The seriousness of the news sent CHK shares down nearly 4%.
CHK Still Turning Around
For investors, the story at CHK is one of give and take. Two steps forward, one step back.
The surprise profit beat, along with rising oil production is ultimately a huge win for Chesapeake and CHK stock investors. That’s the kind of wins it needs to really move past the ghost of former CEO Aubrey McClendon and its chronic underperformance.
But you shouldn’t think that CHK is a slam dunk.
The issues facing the firm are big. The government continues to throw the gauntlet at BP (BP) for its involvement in the Deepwater Horizon spill. While CHK didn’t mess with the environment and this issue is nowhere as big, it did potentially “screw” with Mom & Pop landowners.

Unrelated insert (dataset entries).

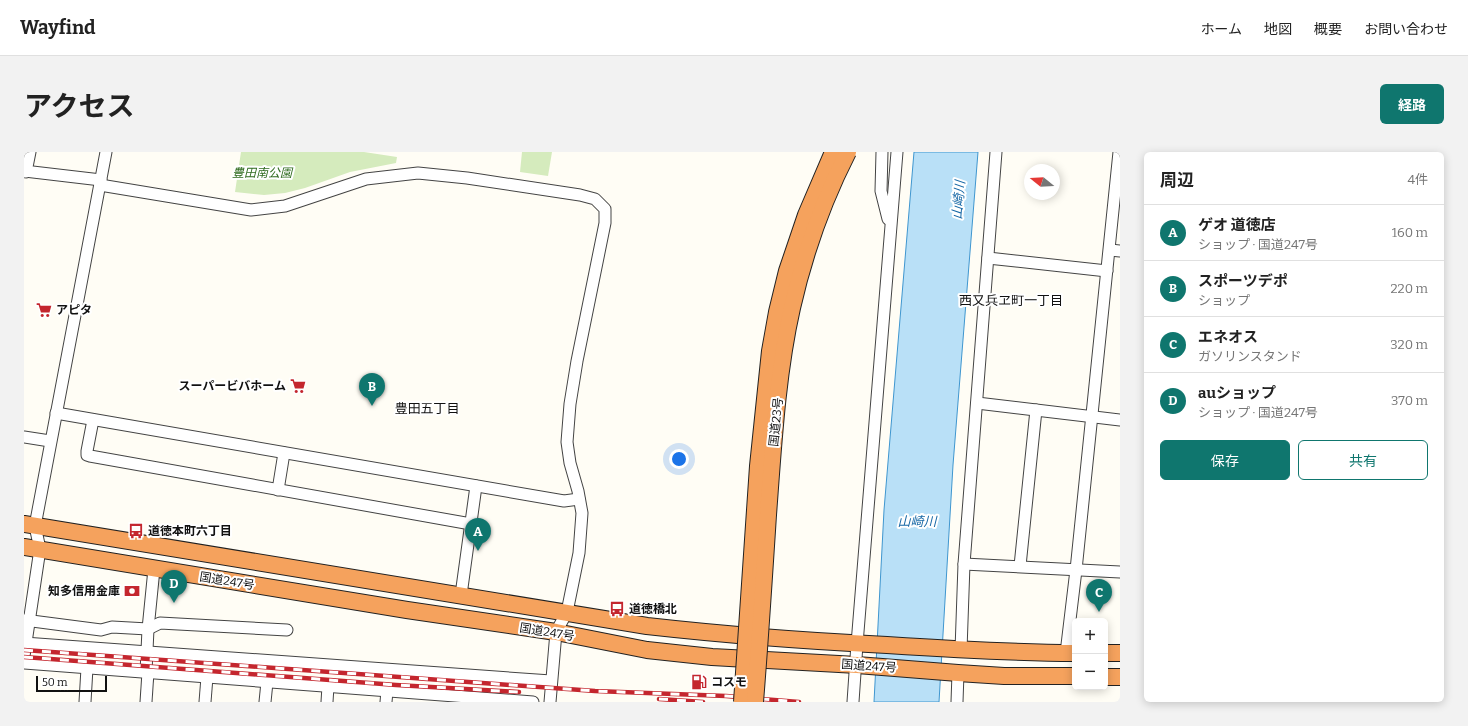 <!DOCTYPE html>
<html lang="ja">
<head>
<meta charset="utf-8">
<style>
  :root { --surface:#fff; --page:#f2f2f2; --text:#222; --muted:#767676; --line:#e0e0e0; --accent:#0f766e }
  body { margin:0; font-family:Bitter,"Noto Sans JP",serif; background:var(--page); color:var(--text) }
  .controls { position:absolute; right:12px; bottom:12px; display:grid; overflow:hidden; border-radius:6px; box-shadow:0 2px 10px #0003 }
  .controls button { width:36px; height:36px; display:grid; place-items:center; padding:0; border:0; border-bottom:1px solid var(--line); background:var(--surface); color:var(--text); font:20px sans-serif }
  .compass { position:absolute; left:1000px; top:12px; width:36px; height:36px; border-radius:50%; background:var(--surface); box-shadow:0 2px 10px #0003; rotate:288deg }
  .scale { position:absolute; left:12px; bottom:10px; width:71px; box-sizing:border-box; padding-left:4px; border:2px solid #111; border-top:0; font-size:11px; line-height:14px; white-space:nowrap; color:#111; -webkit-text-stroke:3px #fff; paint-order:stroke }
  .you { position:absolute; left:655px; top:307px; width:14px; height:14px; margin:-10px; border:3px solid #fff; border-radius:50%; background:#1a73e8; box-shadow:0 0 0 6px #1a73e833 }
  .badge { display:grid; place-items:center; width:26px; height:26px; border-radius:50%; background:var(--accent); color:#fff; font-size:13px; font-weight:700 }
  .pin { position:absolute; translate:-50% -33px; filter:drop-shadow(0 1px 2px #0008) }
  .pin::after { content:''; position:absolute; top:21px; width:14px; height:12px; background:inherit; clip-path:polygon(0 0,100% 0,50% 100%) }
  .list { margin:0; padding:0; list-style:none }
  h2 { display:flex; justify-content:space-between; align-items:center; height:52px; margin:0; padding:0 16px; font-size:17px }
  h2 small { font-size:13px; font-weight:400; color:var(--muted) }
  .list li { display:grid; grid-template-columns:26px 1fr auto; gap:12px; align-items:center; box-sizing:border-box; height:56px; padding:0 16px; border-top:1px solid var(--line) }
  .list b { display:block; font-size:15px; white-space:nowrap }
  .list p { margin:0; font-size:13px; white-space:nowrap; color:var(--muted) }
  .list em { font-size:13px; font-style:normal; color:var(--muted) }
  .actions { display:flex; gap:8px; padding:12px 16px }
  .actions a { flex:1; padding:9px 0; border:1px solid var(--accent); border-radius:6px; text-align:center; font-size:14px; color:var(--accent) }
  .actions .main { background:var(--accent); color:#fff }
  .map { position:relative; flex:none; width:1096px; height:550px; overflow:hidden; border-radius:6px }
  header { display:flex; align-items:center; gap:24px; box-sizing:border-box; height:56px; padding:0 20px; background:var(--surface); border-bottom:1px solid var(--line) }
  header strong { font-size:19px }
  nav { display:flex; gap:22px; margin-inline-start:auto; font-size:14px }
  .intro { display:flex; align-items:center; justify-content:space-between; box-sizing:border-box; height:96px; padding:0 24px }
  h1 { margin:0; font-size:28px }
  .button { padding:10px 18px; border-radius:6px; background:var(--accent); color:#fff; font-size:14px; font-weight:700 }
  main { display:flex; gap:24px; padding:0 24px }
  aside { flex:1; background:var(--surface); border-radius:6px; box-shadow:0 2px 10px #0003 }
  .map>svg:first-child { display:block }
  .green { fill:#d5ebbd }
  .water { fill:#b9e0f7; stroke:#3f96cf }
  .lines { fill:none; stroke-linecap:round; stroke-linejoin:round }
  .minor-casing { stroke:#444; stroke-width:13 }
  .highway-casing { stroke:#222; stroke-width:18 }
  .minor { stroke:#fff; stroke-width:11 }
  .highway { stroke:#f5a25d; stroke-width:16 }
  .rail-casing { stroke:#c4262e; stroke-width:4.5 }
  .rail { stroke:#fff; stroke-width:3; stroke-dasharray:9; stroke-linecap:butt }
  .highway-bridge-casing { stroke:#222; stroke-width:18; stroke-linecap:butt }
  .highway-bridge { stroke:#f5a25d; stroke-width:16 }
  .labels { text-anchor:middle; stroke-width:4; stroke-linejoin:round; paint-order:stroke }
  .park-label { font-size:12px; font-style:italic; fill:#2f6b1f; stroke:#fff }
  .poi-label { font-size:12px; font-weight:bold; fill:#111; stroke:#fff; text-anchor:start }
  .street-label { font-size:12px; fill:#111; stroke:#fff }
  .water-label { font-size:13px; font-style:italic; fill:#1768a6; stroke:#fff }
  .neighbourhood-label { font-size:13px; fill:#111; stroke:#fff }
</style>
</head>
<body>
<header>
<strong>Wayfind</strong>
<nav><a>ホーム</a><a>地図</a><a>概要</a><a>お問い合わせ</a></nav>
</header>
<div class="intro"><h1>アクセス</h1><a class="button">経路</a></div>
<main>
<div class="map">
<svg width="1096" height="550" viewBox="0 0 1096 550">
  <rect width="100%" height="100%" fill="#fffdf5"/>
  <g class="green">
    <path d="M217,0h123l33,5 -1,6 -46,9 -45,16 -20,5 -21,2 -29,-3z"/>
    <path d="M498,0h30l-4,24 -28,-4z"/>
  </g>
  <path class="water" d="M890,0h64l-25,313 -14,237h-65l10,-192z"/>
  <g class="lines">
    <defs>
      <g id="minor">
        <path d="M858,0l-1,39 7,28"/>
        <path d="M0,19l77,9"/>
        <path d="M2,20l4,-20"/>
        <path d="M76,33l151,25 34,-4 81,-27 52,-6 49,5 113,17 15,4 10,10v14l-28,138 -7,43 -3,38 3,21 8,28 4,22 -3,40 -12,59 -11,20 -6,70"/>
        <path d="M1086,98l10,1"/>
        <path d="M964,106l119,13"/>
        <path d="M953,251l143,17"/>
        <path d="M32,261l508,88 15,-2"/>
        <path d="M69,268l-6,31v4l3,1 381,68"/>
        <path d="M0,285l26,4"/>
        <path d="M254,338l6,-37"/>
        <path d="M940,412l156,8"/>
        <path d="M996,414l16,-156"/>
        <path d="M437,443l15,-109"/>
        <path d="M0,468l77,10 11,-3 36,2 12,-6 127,7"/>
        <path d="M0,491l527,38"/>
        <path d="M937,498l3,-86 32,-412"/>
        <path d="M1042,501l10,-83 43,-418"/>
        <path d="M0,504l16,-107 -5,-23 71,-374"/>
        <path d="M0,511l509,39"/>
        <path d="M122,520l2,-43 6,-60"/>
        <path d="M61,550l2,-34"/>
        <path d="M122,550l2,-30"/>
        <path d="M181,550l2,-25"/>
        <path d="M241,550l2,-20"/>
        <path d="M303,550l1,-16"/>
        <path d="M362,550l1,-11"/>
        <path d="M829,550l4,-58 40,-492"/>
        <path d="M933,550l1,-29"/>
      </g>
      <g id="highway">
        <path d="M0,372l623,102c80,9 160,15 240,19 62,4 125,8 188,8"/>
        <path d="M0,395l383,63 149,22 91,18 65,7 145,8 101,8 46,3h71"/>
        <path d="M1081,501h15"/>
        <path d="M1081,525h15"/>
      </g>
    </defs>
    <use href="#minor" class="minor-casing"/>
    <use href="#highway" class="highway-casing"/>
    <use href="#minor" class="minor"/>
    <use href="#highway" class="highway"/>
    <defs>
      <g id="rail">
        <path d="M0,498l571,41 131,5 73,6"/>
        <path d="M0,505l372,28 123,7"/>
        <path d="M635,547l44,3"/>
      </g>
    </defs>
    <use href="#rail" class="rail-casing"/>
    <use href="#rail" class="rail"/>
    <defs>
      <g id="highway-bridge">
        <path d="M718,550l16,-236 12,-115 7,-39 10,-41 19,-56 27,-63"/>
        <path d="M731,550c5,-62 9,-125 13,-187 5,-67 9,-141 24,-207 12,-53 31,-107 56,-156"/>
      </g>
    </defs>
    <use href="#highway-bridge" class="highway-bridge-casing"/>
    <use href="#highway-bridge" class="highway-bridge"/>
  </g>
  <defs>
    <symbol id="supermarket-bare" viewBox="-9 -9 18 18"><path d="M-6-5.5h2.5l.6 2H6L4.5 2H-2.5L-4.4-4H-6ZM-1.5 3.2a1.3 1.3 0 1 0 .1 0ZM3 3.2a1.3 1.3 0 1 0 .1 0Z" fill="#c4262e" stroke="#fff" stroke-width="2.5" paint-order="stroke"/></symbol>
    <symbol id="bus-bare" viewBox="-9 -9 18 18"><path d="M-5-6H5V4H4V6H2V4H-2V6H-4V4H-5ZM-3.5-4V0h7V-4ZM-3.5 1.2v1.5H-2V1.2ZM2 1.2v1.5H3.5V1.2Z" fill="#c4262e" stroke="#fff" stroke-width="2.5" paint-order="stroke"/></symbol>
    <symbol id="bank-bare" viewBox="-9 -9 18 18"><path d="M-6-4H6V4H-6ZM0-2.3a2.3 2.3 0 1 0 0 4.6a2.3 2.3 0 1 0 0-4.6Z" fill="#c4262e" stroke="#fff" stroke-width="2.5" paint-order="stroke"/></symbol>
    <symbol id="fuel-bare" viewBox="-9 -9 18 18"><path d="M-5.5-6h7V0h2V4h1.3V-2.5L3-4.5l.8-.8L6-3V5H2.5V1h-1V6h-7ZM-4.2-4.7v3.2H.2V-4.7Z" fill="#c4262e" stroke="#fff" stroke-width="2.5" paint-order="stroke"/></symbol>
  </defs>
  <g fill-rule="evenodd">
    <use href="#supermarket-bare" x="9" y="147" width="22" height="22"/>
    <use href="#supermarket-bare" x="263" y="223" width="22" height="22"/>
    <use href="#bus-bare" x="101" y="368" width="22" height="22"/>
    <use href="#bank-bare" x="97" y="428" width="22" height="22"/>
    <use href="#bus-bare" x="582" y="446" width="22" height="22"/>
    <use href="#fuel-bare" x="664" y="519" width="22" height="22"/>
  </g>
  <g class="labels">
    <g class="park-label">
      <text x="238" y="25">豊田南公園</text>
    </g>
    <g class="poi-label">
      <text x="32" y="162">アピタ</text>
      <text x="262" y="238" text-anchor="end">スーパービバホーム</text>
      <text x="124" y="383">道徳本町六丁目</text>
      <text x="96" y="443" text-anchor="end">知多信用金庫</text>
      <text x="605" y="461">道徳橋北</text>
      <text x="687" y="534">コスモ</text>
    </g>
    <g class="street-label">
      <text transform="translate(752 270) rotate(-84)" y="4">国道23号</text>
      <text transform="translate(203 429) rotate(9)" y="4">国道247号</text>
      <text transform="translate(523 480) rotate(9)" y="4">国道247号</text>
      <text transform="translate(845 514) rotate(4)" y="4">国道247号</text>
    </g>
    <g class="water-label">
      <text transform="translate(934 48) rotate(-85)" y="5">山崎川</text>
      <text x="893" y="374">山崎川</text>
    </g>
    <g class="neighbourhood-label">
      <text x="987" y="153">西又兵ヱ町一丁目</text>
      <text x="403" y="261">豊田五丁目</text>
    </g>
  </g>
</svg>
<div class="controls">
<button>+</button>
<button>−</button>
</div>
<svg class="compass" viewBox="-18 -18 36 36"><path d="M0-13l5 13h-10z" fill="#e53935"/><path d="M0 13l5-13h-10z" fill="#767676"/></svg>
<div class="scale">50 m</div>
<div class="you"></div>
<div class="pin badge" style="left:454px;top:399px">A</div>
<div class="pin badge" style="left:348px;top:254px">B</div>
<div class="pin badge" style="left:1075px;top:460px">C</div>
<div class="pin badge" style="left:150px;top:451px">D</div>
</div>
<aside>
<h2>周辺<small>4件</small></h2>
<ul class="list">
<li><span class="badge">A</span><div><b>ゲオ 道徳店</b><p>ショップ · 国道247号</p></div><em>160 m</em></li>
<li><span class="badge">B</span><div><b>スポーツデポ</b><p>ショップ</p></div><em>220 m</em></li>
<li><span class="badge">C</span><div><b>エネオス</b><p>ガソリンスタンド</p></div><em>320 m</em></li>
<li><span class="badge">D</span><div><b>auショップ</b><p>ショップ · 国道247号</p></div><em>370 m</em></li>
</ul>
<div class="actions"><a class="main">保存</a><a>共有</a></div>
</aside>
</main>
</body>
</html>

Who knows what the penalties could be if it’s found guilty? Any additional cash payouts plus higher royalties in the future will go a long way in crimping its cash flows, dividend and its debt reduction plans. The market does seem spooked by it.
The Bottom Line: CHK’s turnaround is still turning. The latest positive earnings report is step in the right direction. But as a turnaround, investors should still use caution. Especially if the DoJ is snooping around.
As of this writing, Aaron Levitt did not hold a position in any of the aforementioned securities.